Allegations of Pleading
According to the first amended complaint:
“Plaintiff GOODE complied with the commands by defendants LOPEZ and Does 1-10 to exit the vehicle. Meanwhile Decedent Aguirre was trying to exit the vehicle, but because of his disability he was unable to exit said vehicle. Immediately after Plaintiff GOODE exited the vehicle, she complied with the orders of defendants LOPEZ, ZIRKLE and Does 1-10 to get on the ground. Despite Plaintiff GOODE having fully complied with the orders of said defendants, ‘BODA,’, was released by defendant ZIRKLE and sent in the direction of Plaintiff GOODE. BODA immediately proceeded to attack and maul Plaintiff GOODE as she watched in horror as officers LOPEZ and ZIRKLE shot at decedent AGUIRRE multiple times. Defendants LOPEZ and ZIRKLE, using their service weapons, intentionally fired their guns at decedent AGUIRRE, an amputee, who was still seated in the parked Toyota Camry with his hands on the steering wheel at the time Defendants LOPEZ and ZIRKLE fired their guns.
“Decedent, AGUIRRE was shot multiple times and died at the scene from his injuries. Plaintiff GOODE sustained serious injuries from the attack by BODA and she was transported to a nearby hospital, treated and eventually released. Plaintiff GOODE was not arrested or charged with any crime.”
Body Cam Recordings
In opposing summary judgment, Goode pointed to what was shown by the officers’ body camera footage:
“After Zirkle intentionally gave the order to bite and intentionally pushed Boda at Samantha Goode after Boda had already target-locked on Goode, Goode is heard screaming as Boda began mauling…The Officers continued to let Boda maul and bite Goode…they just let Boda bite her for an extended period of time.”
The attack lasted 28 seconds.
After denying the officers’ motion for summary judgment, they appealed, Wilson denied their motions to stay the action pending a decision from the Ninth Circuit, and the matter proceeded to trial. There was a hung jury on March 5.
A pretrial conference is set for Feb. 22.
Ninth Circuit Decision
Yesterday’s memorandum opinion recites that qualified immunity is overcome only if the plaintiff shows the violation of a “clearly established” right. The right Goode claimed was that of intercession on the part of Lopez by causing Boda to cease biting her.
However, that right, if it existed, was not one that was “clearly established,” the opinion declares.
Under case law, an officer has a duty to block unconstitutional conduct by a fellow officer only where there is a “realistic opportunity to intercede,” the opinion says, commenting:
“Even assuming Lopez’s conduct violated Goode’s Fourth Amendment right to be free from unreasonable seizure, that constitutional right was not clearly established. Our precedent does not clearly establish when an officer has a ‘realistic opportunity to intercede.’ ”

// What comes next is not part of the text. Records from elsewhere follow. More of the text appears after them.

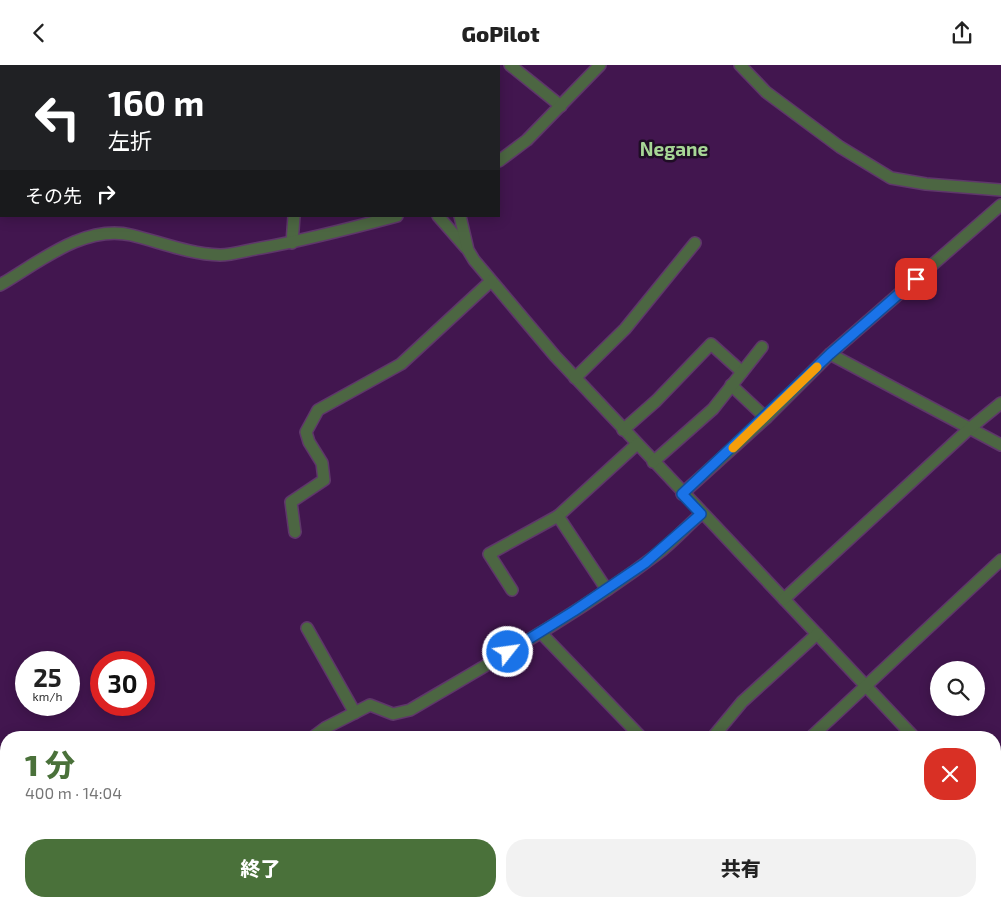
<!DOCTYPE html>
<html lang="ja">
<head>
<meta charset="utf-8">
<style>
  :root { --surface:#fff; --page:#f2f2f2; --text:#222; --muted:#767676; --accent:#4a713a }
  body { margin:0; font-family:"Exo 2","Noto Sans JP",sans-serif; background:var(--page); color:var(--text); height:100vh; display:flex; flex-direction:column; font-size:19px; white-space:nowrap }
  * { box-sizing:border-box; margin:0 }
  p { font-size:16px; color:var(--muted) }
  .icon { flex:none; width:28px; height:28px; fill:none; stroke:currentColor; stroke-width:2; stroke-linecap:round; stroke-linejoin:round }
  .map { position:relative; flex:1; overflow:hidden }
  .details { position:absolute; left:0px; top:666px; width:1001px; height:176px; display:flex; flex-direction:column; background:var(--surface); border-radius:20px 20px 0 0; box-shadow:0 2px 12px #0003 }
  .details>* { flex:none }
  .banner { position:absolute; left:0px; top:0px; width:500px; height:152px; box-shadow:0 2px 12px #0003; background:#202124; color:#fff; overflow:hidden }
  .fabs { position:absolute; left:930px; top:596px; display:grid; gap:10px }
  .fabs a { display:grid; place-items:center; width:55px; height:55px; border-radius:50%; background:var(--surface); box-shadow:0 2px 12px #0003; font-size:25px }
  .speed { position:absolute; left:15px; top:586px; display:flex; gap:10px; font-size:25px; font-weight:700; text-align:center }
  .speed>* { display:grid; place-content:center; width:65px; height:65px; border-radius:50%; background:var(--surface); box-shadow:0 2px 12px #0003; line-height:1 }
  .speed small { font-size:12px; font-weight:400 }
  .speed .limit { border:8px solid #d22; background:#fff; color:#111 }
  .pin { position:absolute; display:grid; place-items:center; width:42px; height:42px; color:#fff; margin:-21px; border-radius:10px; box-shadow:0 2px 8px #0006 }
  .me { position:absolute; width:55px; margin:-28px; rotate:60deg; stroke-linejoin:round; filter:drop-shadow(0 0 4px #0008) }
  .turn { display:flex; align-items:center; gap:18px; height:105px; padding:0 25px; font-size:22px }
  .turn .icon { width:65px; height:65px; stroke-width:2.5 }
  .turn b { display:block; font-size:35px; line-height:42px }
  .then { display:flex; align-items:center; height:48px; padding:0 25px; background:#0003; gap:10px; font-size:19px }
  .round { display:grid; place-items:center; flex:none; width:52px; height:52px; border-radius:20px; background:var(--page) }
  .headline { display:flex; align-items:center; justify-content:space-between; height:85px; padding:0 25px }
  h1 { font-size:30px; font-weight:800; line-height:38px; color:var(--accent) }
  .primary-button { display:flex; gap:10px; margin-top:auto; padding:10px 25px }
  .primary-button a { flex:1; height:58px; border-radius:20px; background:var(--accent); color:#fff; font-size:20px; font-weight:800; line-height:58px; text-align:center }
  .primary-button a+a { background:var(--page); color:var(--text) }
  header { display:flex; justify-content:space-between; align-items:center; height:65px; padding:0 25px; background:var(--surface); font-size:22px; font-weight:800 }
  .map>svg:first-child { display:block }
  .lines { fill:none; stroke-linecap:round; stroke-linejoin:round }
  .minor-casing { stroke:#5f376b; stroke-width:14 }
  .major-casing { stroke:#5f376b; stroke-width:18 }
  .minor { stroke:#4c6642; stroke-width:11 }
  .major { stroke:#679d52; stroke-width:15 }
  .route-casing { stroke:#114b97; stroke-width:12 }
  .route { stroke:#1a73e8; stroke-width:9 }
  .slow { stroke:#f59e0b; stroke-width:9 }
  .labels { text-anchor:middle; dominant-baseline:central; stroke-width:5; stroke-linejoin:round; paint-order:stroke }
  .neighbourhood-label { font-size:19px; font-weight:bold; fill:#a7d696; stroke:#1f0d25 }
</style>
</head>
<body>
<header><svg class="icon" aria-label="back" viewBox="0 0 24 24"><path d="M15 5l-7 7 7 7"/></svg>GoPilot<svg class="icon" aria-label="share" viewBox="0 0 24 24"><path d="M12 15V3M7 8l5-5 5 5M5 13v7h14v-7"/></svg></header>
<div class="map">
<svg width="1001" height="842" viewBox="0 0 1001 842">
  <rect width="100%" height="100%" fill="#42164f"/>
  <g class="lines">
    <defs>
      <g id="minor">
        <polyline points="258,0 261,1"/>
        <polyline points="435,0 435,1"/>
        <polyline points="510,0 561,41"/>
        <polyline points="740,0 766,27 840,82 891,113 926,119 1001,125"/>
        <polyline points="499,96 527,75 600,0"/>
        <polyline points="438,151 466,183"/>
        <polyline points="460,151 468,185 474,195 555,291 914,672"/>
        <polyline points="292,178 294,151"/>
        <path d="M 0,220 C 38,198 84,159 131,170 C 160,177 189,189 220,190 C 233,190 248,185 261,183 C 307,175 352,163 397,151"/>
        <polyline points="830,289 1001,380"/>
        <polyline points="575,313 625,264 695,178"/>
        <polyline points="731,320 766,353"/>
        <polyline points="623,365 656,336 711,279 742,307"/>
        <polyline points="653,397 713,344 762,282"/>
        <polyline points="682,429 766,353 830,289 1001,140"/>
        <polyline points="558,451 637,379"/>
        <polyline points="295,467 291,437 324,415 322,398 309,377 306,367 318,345 401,299 491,216"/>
        <polyline points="512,525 489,489 558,451 607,525"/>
        <polyline points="784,534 969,364 1001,338"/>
        <polyline points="307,563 355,648"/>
        <polyline points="541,568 641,672"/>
        <path d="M 313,672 L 325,663 L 370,640 L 393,649 L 410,645 C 493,596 578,549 656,490 C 672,478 686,462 701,449"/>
        <polyline points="713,672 742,637 817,569"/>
        <polyline points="811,672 1001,495"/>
        <polyline points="807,836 813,842"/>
        <polyline points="107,842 118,836"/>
      </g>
      <g id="major">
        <polyline points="995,737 1001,732"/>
        <polyline points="884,842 890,836"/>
      </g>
    </defs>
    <!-- minor casing -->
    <use href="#minor" class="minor-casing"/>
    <!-- major casing -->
    <use href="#major" class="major-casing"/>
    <!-- minor -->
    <use href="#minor" class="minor"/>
    <!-- major -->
    <use href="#major" class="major"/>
  </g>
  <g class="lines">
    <defs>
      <polyline id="route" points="508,587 574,546 645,498 701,449 682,429 830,289 916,214"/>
    </defs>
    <!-- route casing -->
    <use href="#route" class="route-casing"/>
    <!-- route -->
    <use href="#route" class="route"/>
    <!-- slow -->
    <polyline class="slow" points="733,383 817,302"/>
  </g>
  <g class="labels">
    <!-- neighbourhood labels -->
    <g class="neighbourhood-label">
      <text x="674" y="83">Negane</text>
    </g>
  </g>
</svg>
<div class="fabs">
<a><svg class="icon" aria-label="search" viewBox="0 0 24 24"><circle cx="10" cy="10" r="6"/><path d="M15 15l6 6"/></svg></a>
</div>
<div class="speed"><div>25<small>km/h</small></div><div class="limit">30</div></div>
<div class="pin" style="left:916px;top:214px;background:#d93025"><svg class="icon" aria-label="arrive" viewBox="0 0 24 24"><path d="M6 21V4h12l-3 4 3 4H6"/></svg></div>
<svg class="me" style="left:508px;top:587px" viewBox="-20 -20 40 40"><circle r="17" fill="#1a73e8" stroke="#fff" stroke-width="3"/><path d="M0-11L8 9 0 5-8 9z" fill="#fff"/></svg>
<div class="banner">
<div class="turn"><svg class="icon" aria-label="left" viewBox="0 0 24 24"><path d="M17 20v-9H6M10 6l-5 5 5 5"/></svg><div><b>160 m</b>左折</div></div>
<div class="then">その先<svg class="icon" aria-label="right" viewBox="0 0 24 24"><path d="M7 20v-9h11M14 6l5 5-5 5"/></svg></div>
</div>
<section class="details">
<div class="headline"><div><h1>1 分</h1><p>400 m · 14:04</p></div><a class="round" style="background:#d93025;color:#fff"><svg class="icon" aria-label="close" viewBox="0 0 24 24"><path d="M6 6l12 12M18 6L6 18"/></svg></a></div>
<div class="primary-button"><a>終了</a><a>共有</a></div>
</section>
</div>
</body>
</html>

“Because the law does not clearly establish when an officer must intervene, Lopez is entitled to summary judgment on qualified immunity grounds for Ills failure to intervene when Boda was biting Goode.”
In affirming the denial of summary judgment to Zirkle, the opinion sets forth:
“Although Zirkle alleges he never intended for Boda to bite Goode. Goode alleges that Zirkle intentionally pushed Boda towards her, and that Boda “target- locked” on her. Because we must view the facts in the light most favorable to Goode, we must assume that Zirkle intentionally released Boda onto Goode.
“Our precedent clearly establishes that releasing a police dog to bite a person who neither endangers officers nor attempts to flee or resist arrest violates that person’s Fourth Amendment right to be free from unreasonable seizure.”
The case is Penaloza v. City of Rialto, 20-55164.